■ WHAT THE TASK REQUIRES
Scan the lines below for "limit" and copy the matches.

■ EXCERPTED DATA

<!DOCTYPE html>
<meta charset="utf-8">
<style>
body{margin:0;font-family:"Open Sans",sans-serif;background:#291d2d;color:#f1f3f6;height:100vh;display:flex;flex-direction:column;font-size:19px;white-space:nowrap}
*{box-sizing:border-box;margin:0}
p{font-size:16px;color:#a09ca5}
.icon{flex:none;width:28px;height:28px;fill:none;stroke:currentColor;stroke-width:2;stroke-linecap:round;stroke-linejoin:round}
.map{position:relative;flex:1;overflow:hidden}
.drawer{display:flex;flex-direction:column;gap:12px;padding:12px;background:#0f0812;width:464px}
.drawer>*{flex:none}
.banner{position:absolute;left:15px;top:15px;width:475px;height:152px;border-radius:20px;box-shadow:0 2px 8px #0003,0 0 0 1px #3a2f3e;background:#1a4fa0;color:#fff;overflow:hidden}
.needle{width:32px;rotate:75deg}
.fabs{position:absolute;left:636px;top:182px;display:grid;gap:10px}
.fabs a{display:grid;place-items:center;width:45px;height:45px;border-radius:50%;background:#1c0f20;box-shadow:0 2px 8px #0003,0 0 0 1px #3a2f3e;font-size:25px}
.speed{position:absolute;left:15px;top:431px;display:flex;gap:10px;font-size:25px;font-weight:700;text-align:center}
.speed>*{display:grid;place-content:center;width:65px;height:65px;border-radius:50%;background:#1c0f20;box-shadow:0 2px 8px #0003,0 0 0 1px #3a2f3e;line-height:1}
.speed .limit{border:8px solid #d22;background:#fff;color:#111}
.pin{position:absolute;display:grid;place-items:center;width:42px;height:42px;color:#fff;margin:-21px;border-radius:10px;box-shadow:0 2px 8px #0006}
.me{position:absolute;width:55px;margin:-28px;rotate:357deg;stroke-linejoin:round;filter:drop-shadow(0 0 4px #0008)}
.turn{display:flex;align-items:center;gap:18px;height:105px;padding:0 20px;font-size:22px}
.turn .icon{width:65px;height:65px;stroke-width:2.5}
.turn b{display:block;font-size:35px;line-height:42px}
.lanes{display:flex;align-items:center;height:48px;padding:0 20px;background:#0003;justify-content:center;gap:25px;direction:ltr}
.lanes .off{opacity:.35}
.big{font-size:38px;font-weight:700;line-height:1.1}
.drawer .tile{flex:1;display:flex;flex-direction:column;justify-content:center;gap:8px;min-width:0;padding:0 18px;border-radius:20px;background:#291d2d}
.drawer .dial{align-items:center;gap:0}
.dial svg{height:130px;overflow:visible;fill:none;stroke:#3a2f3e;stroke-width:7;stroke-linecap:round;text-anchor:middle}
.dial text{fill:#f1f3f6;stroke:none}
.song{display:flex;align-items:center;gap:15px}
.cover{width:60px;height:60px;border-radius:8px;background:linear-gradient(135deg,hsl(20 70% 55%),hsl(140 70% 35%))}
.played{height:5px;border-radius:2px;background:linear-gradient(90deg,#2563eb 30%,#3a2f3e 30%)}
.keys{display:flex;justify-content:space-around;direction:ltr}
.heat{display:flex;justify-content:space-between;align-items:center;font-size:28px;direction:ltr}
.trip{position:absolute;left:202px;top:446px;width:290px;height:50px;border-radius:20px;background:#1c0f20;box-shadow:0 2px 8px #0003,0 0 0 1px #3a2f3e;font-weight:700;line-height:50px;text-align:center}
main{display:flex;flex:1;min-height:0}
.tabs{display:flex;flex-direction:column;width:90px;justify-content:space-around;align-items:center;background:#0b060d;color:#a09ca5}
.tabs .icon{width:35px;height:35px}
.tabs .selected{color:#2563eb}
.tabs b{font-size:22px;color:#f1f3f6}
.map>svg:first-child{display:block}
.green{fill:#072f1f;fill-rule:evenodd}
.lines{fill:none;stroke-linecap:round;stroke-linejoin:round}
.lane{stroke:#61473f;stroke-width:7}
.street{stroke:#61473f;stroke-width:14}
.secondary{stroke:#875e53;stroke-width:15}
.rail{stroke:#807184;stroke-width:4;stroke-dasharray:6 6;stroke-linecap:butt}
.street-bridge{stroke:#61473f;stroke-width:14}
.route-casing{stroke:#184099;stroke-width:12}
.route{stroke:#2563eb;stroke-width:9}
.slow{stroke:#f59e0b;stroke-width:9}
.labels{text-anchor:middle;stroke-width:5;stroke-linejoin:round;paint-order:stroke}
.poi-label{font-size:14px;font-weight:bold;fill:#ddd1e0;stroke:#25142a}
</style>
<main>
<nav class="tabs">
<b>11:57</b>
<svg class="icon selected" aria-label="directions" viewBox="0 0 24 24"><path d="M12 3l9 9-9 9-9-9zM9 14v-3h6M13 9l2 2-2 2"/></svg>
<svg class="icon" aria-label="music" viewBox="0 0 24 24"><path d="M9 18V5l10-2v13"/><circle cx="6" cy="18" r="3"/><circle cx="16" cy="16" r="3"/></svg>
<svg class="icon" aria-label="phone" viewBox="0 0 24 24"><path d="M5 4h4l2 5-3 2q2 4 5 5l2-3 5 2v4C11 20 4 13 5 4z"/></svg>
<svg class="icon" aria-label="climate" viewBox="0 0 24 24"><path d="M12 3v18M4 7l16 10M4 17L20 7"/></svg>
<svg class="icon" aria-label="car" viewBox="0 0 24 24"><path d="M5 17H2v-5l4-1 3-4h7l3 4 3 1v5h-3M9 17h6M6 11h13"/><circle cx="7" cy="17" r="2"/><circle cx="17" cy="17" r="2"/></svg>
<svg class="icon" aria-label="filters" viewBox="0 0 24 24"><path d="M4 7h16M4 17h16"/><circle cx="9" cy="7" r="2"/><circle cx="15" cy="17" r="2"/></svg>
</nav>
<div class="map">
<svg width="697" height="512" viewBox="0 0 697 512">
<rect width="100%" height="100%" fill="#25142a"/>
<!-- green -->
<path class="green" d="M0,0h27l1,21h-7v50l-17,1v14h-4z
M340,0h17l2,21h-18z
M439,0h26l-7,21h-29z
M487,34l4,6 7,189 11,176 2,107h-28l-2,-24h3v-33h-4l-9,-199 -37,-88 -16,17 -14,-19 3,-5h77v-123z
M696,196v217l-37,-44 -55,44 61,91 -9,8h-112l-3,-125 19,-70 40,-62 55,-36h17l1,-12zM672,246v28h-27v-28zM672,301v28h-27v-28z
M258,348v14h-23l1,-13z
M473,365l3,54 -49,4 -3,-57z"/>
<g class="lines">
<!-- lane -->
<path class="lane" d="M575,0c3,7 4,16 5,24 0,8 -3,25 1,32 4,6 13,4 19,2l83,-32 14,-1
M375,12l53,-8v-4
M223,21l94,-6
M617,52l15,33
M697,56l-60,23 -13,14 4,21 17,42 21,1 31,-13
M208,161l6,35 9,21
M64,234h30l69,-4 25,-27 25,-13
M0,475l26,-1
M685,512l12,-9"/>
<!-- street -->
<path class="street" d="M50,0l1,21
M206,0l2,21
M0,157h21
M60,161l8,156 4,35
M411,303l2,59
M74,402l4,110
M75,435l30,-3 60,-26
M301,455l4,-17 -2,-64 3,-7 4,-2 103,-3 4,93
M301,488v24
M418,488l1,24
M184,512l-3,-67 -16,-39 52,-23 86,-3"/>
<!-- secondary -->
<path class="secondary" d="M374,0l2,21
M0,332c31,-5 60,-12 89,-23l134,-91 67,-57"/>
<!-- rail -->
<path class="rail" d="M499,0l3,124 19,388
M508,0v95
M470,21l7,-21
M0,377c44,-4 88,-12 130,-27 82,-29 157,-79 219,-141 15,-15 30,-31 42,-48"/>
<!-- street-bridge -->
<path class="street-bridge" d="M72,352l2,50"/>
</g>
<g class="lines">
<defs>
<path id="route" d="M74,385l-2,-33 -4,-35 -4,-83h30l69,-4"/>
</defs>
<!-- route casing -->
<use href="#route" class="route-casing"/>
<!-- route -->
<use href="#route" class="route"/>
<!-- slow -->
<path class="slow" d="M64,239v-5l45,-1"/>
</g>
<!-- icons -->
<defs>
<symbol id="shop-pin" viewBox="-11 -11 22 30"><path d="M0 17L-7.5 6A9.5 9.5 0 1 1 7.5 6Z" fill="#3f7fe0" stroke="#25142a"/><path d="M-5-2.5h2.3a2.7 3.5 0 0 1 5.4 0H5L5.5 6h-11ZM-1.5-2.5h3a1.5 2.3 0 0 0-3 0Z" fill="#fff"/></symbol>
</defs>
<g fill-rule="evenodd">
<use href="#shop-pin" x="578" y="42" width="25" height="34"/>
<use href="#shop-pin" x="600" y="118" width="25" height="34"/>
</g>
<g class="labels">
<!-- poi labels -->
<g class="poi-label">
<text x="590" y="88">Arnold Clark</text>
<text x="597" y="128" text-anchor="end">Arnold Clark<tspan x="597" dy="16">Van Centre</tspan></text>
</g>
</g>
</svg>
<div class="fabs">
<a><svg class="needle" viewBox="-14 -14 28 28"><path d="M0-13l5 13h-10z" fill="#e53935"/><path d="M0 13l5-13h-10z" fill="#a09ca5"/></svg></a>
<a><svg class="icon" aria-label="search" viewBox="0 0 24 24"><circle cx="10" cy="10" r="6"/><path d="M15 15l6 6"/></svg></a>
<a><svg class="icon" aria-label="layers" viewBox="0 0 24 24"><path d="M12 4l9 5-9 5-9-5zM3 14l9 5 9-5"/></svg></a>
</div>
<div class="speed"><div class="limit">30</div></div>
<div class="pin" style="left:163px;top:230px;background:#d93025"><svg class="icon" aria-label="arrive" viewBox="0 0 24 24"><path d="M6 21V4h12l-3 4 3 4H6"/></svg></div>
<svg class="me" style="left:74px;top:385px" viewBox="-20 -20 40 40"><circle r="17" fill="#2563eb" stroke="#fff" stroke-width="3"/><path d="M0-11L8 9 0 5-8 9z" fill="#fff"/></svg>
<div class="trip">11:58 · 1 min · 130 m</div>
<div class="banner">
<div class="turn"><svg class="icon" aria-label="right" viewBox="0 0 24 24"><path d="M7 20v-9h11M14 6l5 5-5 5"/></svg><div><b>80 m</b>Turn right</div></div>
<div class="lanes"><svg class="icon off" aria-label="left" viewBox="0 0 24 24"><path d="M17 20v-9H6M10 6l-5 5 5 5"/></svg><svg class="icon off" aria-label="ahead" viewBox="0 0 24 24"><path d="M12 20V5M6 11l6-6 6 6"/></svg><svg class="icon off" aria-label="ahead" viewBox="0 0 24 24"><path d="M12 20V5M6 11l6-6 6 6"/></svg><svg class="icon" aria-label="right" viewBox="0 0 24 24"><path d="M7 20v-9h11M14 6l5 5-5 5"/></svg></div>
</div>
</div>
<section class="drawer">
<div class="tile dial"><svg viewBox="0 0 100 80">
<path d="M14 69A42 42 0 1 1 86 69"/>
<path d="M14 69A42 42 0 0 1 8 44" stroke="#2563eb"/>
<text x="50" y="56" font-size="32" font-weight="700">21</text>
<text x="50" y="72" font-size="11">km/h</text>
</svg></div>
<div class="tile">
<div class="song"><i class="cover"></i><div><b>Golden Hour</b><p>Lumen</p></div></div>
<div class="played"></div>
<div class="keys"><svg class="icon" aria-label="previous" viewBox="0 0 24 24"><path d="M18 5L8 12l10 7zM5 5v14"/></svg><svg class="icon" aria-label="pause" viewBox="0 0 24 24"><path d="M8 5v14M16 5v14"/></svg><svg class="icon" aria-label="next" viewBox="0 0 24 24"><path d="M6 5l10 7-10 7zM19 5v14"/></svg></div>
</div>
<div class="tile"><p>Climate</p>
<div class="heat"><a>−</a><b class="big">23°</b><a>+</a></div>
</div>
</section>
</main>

■ EXERCISE SOLUTION
.speed .limit{border:8px solid #d22;background:#fff;color:#111}
<div class="speed"><div class="limit">30</div></div>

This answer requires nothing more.